Problem details => Narrow the data below down to the lines containing "position".
+++
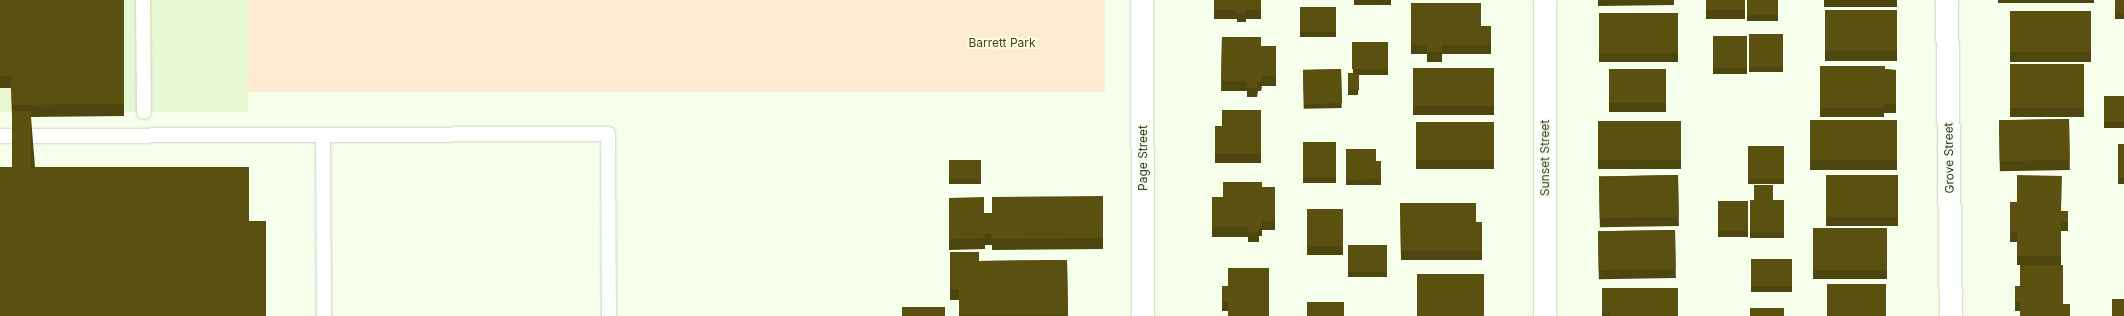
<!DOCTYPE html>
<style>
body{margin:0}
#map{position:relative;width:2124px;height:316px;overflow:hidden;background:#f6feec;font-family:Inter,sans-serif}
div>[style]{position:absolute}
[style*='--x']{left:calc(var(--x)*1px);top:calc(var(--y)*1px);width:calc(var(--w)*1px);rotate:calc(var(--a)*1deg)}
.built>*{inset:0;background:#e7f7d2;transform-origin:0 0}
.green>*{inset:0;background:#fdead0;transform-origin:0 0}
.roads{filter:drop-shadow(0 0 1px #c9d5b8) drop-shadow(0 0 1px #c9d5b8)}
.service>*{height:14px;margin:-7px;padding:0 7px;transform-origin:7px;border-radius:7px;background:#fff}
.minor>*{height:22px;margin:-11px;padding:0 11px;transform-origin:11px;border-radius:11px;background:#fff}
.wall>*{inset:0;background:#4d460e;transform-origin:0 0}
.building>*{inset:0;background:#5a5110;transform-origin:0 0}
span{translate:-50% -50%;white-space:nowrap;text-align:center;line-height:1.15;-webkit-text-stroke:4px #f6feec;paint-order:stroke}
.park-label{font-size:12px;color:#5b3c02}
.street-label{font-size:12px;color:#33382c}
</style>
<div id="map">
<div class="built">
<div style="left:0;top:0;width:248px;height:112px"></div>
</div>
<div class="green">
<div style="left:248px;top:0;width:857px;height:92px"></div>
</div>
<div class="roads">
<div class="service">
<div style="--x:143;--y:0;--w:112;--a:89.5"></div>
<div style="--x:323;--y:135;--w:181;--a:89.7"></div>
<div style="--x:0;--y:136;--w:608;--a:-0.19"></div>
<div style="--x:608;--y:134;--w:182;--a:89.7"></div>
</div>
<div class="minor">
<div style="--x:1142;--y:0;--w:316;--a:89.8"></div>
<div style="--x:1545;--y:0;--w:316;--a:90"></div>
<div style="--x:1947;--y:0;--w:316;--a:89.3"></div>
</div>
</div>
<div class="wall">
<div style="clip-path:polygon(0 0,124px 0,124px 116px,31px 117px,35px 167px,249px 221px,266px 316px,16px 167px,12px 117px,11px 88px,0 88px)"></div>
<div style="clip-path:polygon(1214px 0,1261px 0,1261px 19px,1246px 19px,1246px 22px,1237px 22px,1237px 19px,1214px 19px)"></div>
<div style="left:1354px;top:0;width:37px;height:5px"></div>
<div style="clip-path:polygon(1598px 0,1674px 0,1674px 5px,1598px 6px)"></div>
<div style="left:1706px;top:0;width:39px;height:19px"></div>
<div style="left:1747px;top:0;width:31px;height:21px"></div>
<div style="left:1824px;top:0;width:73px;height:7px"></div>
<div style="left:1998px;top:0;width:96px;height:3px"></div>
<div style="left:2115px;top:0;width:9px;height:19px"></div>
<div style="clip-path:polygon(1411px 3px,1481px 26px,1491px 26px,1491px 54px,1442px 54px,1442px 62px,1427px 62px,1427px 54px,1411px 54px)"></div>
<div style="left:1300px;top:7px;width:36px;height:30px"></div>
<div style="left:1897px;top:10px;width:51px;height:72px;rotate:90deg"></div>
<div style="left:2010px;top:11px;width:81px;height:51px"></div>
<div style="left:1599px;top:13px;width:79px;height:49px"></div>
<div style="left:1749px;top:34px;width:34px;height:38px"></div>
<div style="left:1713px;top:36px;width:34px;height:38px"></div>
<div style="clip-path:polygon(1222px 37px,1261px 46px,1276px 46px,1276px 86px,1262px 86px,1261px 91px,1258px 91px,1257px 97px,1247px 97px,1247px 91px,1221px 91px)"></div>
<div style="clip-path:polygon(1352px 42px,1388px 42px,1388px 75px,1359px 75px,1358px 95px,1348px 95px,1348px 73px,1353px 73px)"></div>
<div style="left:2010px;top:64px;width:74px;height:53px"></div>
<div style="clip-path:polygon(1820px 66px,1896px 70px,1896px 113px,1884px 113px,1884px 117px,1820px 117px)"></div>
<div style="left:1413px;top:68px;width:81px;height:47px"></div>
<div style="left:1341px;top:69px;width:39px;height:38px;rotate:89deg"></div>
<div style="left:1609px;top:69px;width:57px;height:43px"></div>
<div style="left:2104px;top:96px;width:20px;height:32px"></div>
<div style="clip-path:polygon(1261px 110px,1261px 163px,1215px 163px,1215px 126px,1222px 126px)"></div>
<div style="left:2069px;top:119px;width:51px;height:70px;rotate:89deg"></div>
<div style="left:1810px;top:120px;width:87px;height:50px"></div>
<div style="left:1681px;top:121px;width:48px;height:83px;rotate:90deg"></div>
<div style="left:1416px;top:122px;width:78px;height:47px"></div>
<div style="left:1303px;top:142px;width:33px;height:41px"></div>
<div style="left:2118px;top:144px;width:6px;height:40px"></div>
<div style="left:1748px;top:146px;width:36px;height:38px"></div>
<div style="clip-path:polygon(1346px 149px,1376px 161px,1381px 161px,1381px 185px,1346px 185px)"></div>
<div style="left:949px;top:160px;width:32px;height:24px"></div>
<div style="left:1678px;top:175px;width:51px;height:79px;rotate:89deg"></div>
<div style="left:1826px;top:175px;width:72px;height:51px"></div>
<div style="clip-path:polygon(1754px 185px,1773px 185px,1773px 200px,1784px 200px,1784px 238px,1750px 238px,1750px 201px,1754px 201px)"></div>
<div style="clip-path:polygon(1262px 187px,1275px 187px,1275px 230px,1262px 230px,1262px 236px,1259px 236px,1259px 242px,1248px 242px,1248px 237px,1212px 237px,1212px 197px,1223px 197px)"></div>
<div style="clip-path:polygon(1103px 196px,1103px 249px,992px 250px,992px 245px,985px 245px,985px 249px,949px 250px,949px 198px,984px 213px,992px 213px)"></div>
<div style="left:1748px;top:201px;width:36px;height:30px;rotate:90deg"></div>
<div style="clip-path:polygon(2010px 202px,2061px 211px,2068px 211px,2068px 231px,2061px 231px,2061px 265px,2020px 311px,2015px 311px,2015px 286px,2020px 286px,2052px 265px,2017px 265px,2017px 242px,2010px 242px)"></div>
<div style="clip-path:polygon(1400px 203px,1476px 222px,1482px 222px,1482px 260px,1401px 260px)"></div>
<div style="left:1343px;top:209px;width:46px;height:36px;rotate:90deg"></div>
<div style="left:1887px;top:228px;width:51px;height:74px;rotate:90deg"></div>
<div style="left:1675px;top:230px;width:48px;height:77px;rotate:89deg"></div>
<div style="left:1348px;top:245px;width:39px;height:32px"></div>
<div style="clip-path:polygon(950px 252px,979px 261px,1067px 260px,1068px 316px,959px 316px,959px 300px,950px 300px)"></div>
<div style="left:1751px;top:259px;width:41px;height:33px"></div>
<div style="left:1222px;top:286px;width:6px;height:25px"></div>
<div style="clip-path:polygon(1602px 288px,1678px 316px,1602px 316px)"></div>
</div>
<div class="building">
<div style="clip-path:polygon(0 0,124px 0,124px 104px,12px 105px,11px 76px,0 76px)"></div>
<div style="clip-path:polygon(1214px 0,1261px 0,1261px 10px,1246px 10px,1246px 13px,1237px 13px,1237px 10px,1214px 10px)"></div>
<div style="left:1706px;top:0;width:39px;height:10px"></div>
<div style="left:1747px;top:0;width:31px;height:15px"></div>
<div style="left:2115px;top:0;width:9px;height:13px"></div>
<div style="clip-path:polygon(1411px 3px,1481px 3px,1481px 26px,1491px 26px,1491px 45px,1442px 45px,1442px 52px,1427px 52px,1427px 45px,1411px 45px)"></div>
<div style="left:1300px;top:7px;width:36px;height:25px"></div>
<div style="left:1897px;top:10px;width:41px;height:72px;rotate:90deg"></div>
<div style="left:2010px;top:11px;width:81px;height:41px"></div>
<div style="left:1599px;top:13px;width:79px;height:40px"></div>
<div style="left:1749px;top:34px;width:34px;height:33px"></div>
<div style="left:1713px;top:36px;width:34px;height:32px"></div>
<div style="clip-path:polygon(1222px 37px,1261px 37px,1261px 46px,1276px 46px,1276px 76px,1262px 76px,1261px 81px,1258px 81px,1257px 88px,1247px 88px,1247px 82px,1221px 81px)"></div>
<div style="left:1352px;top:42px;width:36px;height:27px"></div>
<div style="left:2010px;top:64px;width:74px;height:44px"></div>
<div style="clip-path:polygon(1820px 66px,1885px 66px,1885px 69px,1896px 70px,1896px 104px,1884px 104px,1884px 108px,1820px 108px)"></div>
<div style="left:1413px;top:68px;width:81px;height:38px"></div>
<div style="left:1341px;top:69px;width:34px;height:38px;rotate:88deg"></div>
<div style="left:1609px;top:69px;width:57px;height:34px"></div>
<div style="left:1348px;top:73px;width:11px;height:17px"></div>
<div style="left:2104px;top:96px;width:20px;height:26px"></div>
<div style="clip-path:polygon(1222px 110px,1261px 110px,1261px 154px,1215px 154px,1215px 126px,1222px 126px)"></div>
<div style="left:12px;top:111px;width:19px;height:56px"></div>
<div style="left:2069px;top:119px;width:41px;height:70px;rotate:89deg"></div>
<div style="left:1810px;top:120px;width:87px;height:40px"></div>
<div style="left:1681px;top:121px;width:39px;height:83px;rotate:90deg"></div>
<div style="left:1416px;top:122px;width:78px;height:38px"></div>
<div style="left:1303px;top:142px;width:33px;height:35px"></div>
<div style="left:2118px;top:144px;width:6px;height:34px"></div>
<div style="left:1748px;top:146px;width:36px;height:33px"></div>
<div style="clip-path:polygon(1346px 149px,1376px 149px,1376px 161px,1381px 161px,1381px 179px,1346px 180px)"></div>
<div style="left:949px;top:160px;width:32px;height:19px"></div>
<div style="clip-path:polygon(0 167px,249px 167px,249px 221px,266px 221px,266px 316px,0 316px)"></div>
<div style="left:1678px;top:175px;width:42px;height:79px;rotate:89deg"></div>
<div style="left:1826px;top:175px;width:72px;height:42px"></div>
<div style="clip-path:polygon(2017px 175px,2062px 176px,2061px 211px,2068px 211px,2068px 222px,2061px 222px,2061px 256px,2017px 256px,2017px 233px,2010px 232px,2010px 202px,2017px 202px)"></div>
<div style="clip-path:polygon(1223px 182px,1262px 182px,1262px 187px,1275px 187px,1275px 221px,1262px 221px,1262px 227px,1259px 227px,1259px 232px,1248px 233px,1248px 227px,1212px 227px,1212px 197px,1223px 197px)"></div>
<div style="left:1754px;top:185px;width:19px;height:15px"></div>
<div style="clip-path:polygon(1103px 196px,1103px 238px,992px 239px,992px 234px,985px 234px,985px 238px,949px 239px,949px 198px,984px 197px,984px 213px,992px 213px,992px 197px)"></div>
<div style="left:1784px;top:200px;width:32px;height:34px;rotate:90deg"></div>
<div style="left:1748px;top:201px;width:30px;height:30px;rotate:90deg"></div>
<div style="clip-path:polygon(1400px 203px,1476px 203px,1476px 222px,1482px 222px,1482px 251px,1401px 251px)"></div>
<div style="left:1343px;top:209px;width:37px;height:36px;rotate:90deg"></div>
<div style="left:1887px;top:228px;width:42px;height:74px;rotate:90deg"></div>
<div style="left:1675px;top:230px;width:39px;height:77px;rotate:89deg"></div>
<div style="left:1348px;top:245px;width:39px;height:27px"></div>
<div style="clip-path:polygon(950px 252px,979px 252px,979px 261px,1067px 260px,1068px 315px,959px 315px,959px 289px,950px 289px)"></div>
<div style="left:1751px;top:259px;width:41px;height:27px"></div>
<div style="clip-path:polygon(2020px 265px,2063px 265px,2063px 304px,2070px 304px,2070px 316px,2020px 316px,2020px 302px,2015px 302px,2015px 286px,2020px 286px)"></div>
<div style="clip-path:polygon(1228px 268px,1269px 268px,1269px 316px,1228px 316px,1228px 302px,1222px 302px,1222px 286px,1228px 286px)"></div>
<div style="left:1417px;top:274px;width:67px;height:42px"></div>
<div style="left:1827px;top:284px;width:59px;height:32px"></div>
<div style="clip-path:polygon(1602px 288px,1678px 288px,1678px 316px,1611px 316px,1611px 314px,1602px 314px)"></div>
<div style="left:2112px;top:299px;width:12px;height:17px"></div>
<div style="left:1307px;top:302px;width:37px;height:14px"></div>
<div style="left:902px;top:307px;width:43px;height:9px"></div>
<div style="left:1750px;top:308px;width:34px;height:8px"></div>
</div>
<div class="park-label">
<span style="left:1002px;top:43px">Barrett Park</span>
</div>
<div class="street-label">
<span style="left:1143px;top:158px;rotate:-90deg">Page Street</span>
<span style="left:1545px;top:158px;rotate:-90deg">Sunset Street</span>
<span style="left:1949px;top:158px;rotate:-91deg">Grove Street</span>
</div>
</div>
+++
Task result =>
#map{position:relative;width:2124px;height:316px;overflow:hidden;background:#f6feec;font-family:Inter,sans-serif}
div>[style]{position:absolute}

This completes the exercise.